● Task prompt
Nothing but a number should be returned: the count of lines in the records that contain "labels".

BEGIN Exercise material

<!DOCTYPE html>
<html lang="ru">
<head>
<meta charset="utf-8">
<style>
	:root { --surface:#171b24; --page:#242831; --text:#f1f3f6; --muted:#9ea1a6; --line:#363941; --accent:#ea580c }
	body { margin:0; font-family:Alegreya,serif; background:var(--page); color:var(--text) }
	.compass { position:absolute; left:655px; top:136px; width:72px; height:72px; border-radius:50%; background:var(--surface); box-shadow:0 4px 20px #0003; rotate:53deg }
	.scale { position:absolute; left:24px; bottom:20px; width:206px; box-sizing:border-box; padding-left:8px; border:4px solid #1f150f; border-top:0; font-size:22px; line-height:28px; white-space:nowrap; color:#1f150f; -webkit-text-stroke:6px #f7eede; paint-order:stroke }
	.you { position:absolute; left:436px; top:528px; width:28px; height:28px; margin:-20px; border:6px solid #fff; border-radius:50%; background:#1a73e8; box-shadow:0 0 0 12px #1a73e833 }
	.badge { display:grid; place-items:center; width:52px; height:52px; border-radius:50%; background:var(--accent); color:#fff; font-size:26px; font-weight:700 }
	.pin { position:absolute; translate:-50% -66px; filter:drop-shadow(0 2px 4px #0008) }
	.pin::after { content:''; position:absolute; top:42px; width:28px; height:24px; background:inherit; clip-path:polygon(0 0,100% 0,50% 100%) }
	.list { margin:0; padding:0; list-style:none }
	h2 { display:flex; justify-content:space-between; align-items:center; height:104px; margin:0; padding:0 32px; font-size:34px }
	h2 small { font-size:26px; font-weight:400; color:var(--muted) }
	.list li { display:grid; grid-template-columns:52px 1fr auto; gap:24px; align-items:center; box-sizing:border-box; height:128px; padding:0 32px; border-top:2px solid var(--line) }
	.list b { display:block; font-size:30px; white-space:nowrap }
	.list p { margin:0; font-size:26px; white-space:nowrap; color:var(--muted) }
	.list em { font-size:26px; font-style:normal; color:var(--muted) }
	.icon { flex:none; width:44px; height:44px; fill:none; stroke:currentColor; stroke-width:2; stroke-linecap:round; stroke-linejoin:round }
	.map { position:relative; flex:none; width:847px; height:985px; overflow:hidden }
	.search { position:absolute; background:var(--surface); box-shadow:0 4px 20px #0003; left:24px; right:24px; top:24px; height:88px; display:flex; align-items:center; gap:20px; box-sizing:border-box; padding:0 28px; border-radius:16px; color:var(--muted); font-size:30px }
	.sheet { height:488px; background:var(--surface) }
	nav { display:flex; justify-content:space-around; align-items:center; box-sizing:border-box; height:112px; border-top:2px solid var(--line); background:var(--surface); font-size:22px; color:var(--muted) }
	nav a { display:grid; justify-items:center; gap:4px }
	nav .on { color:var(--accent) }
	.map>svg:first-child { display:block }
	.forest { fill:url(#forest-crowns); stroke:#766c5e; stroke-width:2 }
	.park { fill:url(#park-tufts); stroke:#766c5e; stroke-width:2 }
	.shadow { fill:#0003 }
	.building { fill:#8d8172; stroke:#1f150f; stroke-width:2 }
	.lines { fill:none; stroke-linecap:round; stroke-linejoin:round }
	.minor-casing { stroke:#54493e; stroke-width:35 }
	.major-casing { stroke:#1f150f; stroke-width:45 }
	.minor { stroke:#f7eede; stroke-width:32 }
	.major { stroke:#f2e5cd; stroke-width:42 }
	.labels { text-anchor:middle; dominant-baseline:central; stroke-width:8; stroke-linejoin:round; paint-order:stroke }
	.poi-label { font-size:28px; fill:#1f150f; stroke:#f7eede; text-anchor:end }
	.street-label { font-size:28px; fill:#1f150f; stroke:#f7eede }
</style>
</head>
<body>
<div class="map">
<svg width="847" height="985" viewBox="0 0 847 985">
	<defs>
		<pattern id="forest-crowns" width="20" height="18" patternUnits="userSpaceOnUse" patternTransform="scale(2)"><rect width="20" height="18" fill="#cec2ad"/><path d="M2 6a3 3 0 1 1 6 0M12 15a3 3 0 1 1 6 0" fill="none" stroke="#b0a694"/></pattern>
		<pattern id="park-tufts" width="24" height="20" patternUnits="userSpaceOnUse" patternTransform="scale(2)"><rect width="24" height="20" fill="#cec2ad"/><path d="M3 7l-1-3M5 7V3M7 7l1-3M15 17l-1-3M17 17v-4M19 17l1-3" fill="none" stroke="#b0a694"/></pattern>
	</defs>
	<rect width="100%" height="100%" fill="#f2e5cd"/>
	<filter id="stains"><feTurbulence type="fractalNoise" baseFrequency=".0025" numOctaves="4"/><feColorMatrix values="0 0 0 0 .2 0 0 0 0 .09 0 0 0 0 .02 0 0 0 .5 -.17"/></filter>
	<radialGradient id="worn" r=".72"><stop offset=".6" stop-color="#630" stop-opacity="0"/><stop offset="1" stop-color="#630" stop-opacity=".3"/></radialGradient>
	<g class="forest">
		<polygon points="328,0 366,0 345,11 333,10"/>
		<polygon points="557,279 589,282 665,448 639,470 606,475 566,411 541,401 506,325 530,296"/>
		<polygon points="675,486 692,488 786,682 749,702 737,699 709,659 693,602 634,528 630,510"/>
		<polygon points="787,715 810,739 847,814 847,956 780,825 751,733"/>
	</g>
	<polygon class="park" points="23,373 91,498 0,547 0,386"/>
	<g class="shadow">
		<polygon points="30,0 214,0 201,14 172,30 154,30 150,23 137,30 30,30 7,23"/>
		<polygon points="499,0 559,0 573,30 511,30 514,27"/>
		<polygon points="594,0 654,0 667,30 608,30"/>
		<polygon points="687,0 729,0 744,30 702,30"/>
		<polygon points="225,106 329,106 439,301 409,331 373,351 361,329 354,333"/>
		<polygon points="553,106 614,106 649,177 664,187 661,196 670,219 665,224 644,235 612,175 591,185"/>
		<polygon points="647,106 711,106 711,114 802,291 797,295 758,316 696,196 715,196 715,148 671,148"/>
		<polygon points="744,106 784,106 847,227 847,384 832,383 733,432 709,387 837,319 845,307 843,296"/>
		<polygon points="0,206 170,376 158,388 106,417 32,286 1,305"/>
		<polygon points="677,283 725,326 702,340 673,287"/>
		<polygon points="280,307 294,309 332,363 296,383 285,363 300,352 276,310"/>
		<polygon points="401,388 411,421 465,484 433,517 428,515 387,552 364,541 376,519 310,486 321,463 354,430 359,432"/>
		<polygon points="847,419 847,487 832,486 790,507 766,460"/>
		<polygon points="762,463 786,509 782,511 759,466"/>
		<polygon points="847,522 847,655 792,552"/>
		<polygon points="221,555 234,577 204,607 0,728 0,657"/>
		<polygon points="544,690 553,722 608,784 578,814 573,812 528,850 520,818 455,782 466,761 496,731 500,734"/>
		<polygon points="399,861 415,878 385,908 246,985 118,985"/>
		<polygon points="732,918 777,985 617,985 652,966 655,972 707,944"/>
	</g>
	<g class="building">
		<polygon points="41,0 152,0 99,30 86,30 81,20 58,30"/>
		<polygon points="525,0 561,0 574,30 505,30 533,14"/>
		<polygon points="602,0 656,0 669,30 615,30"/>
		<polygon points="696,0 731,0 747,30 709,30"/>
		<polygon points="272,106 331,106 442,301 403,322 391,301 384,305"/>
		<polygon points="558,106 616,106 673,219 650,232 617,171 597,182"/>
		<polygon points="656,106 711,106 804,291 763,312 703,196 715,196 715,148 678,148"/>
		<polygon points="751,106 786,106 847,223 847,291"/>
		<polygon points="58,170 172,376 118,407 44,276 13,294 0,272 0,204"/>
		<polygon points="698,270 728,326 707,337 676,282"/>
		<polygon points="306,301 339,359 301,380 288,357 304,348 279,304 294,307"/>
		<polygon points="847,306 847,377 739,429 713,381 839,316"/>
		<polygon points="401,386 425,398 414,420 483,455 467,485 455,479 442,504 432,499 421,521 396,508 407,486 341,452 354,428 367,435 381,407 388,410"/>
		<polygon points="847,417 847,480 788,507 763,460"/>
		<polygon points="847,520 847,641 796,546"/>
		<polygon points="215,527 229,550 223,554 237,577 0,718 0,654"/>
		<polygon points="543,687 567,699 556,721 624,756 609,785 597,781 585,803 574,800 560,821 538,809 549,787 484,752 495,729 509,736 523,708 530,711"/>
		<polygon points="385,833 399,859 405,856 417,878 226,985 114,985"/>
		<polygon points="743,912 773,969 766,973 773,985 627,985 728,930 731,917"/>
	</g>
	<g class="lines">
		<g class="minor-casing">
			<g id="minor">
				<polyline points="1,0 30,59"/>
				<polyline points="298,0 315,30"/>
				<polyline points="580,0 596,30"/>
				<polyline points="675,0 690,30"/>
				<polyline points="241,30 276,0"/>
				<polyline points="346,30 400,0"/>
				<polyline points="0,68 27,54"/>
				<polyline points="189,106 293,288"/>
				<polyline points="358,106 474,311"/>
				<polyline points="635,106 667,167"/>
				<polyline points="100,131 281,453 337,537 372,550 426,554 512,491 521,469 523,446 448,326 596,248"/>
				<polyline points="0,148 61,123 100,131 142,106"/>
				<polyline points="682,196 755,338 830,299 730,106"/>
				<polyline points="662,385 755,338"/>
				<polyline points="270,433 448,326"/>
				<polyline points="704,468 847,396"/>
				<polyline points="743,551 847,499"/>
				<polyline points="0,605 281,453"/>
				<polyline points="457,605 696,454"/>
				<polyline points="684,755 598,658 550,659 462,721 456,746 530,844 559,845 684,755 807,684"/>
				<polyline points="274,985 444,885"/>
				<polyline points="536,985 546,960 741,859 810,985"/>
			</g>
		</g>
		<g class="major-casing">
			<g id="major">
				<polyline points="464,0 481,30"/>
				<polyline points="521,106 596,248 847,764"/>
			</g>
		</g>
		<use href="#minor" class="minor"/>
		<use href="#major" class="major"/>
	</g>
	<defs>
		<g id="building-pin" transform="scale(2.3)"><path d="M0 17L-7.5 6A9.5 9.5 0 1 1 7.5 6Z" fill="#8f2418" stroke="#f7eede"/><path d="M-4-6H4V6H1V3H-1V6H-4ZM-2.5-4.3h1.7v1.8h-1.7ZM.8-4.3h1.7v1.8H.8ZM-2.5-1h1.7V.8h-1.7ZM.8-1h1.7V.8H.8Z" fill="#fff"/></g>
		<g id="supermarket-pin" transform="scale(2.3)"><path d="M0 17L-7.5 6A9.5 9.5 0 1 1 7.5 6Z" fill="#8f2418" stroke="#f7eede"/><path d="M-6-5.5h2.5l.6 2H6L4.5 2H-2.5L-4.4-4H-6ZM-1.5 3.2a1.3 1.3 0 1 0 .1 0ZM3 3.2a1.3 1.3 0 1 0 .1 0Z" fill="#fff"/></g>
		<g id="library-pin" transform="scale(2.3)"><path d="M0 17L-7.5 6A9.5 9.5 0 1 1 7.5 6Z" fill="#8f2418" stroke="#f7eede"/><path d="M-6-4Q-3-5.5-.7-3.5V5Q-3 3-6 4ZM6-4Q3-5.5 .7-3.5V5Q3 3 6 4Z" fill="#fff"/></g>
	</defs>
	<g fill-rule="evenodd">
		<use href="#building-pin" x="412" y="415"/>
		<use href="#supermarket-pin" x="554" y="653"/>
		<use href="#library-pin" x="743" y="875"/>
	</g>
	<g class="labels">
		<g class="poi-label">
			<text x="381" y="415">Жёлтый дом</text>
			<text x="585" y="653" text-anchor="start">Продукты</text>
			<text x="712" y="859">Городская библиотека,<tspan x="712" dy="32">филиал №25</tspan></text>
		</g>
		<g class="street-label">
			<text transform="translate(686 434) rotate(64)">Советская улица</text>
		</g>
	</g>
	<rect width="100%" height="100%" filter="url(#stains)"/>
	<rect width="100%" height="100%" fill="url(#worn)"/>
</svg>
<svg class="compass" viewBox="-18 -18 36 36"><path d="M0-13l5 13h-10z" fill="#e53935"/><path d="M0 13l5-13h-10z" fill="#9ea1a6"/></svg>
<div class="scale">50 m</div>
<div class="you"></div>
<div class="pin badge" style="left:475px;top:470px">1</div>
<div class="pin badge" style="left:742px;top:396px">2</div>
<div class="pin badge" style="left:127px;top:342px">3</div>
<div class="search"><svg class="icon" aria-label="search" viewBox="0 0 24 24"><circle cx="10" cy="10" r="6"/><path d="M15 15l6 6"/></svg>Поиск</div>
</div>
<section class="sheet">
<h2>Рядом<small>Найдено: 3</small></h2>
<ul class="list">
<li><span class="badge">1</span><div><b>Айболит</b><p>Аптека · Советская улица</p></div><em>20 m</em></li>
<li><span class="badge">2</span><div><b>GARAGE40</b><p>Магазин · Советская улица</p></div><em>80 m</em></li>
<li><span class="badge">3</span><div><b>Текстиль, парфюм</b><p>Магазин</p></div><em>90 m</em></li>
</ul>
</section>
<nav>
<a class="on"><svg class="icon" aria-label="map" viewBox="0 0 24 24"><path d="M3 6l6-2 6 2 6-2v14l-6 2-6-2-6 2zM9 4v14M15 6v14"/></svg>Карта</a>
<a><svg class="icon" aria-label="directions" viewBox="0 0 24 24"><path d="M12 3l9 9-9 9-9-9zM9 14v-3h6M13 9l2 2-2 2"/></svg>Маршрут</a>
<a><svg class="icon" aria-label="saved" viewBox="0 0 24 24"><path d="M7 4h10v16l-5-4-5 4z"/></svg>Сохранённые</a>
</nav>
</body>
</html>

END Exercise material

● Exercise output
2